Magazinrundschau - Archiv

Magyar Narancs

287 Presseschau-Absätze - Seite 1 von 29

Magazinrundschau vom 24.01.2023 - Magyar Narancs

Gedrucktes Buch oder E-Book? Für die Schriftstellering Orsolya Karafiáth ist das keine Frage: "Leser bevorzugen immer noch Bücher in Papierformat. Die Schriftstellerin Zszuzsa Tamás stellt hierzu fest: 'E-Books passen meiner Meinung nach nicht zur ungarischen Mentalität, denn wir möchten unsere Güter auch besitzen, in unseren Lieblingsbüchern blättern, an ihnen riechen.

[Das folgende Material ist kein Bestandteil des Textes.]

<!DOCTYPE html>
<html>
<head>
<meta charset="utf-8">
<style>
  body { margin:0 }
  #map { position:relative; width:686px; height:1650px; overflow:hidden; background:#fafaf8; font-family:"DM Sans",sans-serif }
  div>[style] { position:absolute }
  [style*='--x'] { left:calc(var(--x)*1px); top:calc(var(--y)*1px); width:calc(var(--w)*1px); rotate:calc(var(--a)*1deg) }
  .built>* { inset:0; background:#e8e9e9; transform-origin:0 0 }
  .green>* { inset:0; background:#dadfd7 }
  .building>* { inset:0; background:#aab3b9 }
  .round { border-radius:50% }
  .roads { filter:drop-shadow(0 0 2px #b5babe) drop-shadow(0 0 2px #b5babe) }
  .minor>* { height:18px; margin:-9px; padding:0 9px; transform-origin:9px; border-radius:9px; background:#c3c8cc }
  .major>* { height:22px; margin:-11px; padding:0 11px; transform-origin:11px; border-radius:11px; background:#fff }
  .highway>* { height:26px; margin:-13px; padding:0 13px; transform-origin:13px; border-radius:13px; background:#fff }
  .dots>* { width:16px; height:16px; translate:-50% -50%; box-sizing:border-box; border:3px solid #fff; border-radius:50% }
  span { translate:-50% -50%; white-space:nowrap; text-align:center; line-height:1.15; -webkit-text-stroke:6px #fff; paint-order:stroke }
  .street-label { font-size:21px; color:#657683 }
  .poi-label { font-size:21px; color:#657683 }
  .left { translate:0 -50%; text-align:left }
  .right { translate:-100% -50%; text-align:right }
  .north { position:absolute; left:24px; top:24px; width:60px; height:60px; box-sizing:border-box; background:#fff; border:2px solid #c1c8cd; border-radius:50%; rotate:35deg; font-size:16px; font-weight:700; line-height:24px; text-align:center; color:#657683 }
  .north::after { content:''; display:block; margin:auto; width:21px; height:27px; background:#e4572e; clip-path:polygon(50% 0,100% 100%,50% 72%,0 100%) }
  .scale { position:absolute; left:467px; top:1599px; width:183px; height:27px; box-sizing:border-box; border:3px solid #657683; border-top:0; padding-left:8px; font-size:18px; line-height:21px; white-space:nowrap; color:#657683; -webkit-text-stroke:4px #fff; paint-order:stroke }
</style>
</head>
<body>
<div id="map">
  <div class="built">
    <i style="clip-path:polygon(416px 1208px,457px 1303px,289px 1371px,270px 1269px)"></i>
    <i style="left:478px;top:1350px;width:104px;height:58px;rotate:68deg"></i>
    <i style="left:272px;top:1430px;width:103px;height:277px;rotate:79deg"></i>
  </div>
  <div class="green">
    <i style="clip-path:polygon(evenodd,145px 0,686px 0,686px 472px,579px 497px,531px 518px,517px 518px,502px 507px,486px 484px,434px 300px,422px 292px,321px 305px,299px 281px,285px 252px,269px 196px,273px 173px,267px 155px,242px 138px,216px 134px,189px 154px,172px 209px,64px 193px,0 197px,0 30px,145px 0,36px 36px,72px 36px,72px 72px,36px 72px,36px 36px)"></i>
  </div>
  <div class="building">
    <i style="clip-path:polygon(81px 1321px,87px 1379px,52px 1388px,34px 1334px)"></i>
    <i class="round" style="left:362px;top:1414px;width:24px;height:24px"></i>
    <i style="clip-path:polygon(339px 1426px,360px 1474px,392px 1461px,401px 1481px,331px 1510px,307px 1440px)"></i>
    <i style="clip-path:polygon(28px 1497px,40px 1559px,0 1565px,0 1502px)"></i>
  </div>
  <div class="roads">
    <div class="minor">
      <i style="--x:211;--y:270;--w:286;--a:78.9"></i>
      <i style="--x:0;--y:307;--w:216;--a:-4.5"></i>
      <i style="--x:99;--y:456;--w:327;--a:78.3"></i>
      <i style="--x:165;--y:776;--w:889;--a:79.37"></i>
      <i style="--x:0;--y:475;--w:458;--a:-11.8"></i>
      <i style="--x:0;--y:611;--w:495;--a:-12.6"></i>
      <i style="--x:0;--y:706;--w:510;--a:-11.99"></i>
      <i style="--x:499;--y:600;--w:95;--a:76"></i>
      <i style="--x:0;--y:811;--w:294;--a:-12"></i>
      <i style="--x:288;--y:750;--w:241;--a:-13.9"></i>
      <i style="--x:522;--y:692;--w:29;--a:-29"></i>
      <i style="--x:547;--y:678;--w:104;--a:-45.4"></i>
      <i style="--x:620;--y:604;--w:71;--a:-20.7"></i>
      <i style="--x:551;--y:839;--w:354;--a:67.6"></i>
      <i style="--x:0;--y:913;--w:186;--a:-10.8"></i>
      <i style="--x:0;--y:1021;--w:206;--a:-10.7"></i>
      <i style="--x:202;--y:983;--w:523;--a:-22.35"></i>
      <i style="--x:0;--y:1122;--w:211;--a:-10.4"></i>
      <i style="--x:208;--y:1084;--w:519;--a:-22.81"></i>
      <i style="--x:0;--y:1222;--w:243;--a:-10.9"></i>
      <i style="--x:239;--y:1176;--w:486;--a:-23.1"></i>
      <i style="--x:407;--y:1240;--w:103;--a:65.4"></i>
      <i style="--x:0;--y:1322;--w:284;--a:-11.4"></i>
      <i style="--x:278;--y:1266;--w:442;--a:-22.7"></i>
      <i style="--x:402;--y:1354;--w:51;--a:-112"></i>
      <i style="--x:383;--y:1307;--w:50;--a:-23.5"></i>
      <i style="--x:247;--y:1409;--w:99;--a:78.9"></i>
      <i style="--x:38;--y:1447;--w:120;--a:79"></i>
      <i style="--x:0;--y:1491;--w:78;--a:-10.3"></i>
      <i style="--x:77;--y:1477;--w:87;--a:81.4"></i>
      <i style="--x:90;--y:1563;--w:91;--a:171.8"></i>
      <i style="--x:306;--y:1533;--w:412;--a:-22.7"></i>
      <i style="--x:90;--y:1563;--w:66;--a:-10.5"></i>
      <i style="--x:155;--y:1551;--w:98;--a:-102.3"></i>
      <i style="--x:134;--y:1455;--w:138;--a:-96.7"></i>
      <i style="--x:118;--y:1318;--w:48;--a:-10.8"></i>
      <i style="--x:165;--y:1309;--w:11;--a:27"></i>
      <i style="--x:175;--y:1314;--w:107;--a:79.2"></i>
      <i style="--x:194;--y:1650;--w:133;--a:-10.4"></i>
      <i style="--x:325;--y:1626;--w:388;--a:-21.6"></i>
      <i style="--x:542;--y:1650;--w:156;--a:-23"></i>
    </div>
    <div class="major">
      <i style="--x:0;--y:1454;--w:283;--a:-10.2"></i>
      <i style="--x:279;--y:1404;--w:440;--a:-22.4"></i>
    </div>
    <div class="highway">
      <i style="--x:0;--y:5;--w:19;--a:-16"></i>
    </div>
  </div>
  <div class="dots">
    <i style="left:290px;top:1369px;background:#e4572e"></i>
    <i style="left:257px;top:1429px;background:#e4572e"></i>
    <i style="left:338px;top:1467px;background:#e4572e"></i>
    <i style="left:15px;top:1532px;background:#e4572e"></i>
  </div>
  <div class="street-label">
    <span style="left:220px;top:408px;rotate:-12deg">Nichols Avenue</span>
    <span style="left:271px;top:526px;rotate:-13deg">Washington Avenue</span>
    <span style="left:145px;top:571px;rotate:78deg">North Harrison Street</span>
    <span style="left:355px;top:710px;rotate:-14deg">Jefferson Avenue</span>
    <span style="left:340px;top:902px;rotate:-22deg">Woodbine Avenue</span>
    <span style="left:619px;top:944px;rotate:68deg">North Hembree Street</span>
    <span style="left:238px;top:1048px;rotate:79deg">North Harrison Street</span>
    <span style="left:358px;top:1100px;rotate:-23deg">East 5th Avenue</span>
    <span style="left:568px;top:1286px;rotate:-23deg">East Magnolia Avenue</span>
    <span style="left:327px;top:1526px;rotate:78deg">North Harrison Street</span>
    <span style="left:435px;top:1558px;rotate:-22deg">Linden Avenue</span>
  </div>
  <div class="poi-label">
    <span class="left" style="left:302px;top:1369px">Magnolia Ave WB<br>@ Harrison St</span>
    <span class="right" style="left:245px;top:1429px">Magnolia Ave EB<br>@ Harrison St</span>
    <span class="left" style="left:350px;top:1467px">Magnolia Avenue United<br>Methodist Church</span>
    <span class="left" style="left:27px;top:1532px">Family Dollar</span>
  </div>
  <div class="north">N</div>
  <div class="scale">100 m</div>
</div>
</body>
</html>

Es ist sehr selten, dass jemand bewusst nur Bücher im E-Format kauft.' Dies wird auch von der Statistik bestätigt, denn im Jahre 2021 machte der Umsatz von E-Books auf dem Büchermarkt lediglich 2,1 Prozent aus. Und weiter führt sie aus: 'Mein großer Herzschmerz mit den E-Books ist der Verlust der ersten Begegnung. Wenn ich einen neuen Menschen kennenlerne, forme ich meinen ersten Eindruck anhand seiner Bücherregale: Welche Bücher stehen wo? Wie werden sie 'gehalten'? Heutzutage täuscht der Eindruck. Du betrittst eine fremde Wohnung, fälschlicherweise wirst du denken, dass der Bewohner ungebildet ist, denn er hat keine Bücher, du drehst dich um und gehst, aber  vielleicht verpasst du die Beziehung deines Lebens.' Die eigene Bibliothek ist somit kein Luxus mehr, sondern ein wichtiges und unerlässliches Utensil für die Betonung der eigenen Bildung, der Kultur und der eigenen Position in der Gesellschaft. Ein Stück Identität."
Stichwörter: Luxus

Magazinrundschau vom 19.07.2022 - Magyar Narancs

Im Schnellverfahren wurde ein Gesetz zur Besteuerung Selbstständiger durchs ungarische Parlament gepeitscht. Das Gesetz betrifft rund 400.000 vor allem in Städten lebende Freiberufler, deren Steuerbelastung sich schlagartig erhöhen wird. Für József Ballai zielt das Gesetz vor allem auf Künstler und Intellektuelle, die keine Steuererleichterungen mehr in Anspruch nehmen dürfen, wenn sie ihre Honorare Firmen in Rechnung stellen: "Die Welt der Arbeit besteht - zumindest in steuerlicher Hinsicht - aus zwei Kasten: die der Angestellten und die der Selbstständigen. Eigentlich ist es auch richtig so. Ich kann mir keinerlei Firma vorstellen, die Komponisten einstellen würde, die nur eins zu tun hätten: Lieder zu schreiben. Im wirklichen Leben sieht es bei Musikern, die Lieder schreiben, wohl so aus, dass sie für die Veröffentlichung der von ihnen komponierten Lieder einen Vertrag mit einer Firma unterschreiben, bei der sie auch ihre Rechnung einreichen. Selbstständige Journalisten, wenn sie einen Artikel fertig geschrieben haben, senden diesen an eine Redaktion, deren Verlag die Honorare auszahlt: der Chefredakteur zahlt es eben nicht als Privatperson aus. Wer entschied, dass dieser Steuertyp hingerichtet wird - es kann nicht anders interpretiert werden - erklärte einerseits der selbstständigen Beschäftigung den Krieg, indem er implizierte, dass in Ungarn, also in seinem Ungarn, solche Menschen nicht gebraucht werden. Andererseits ist aber die Botschaft wesentlich tiefgreifender: nichts wird gebraucht, was das Produkt von eigenständigem Denken sei. Man braucht keine neuen Gedanken, ... keine neue Musik. Man braucht keine Schicht, von der ein beträchtlicher Teil lediglich mit Verachtung darauf blickt, was das 'System der Nationalen Kooperation' ausmacht."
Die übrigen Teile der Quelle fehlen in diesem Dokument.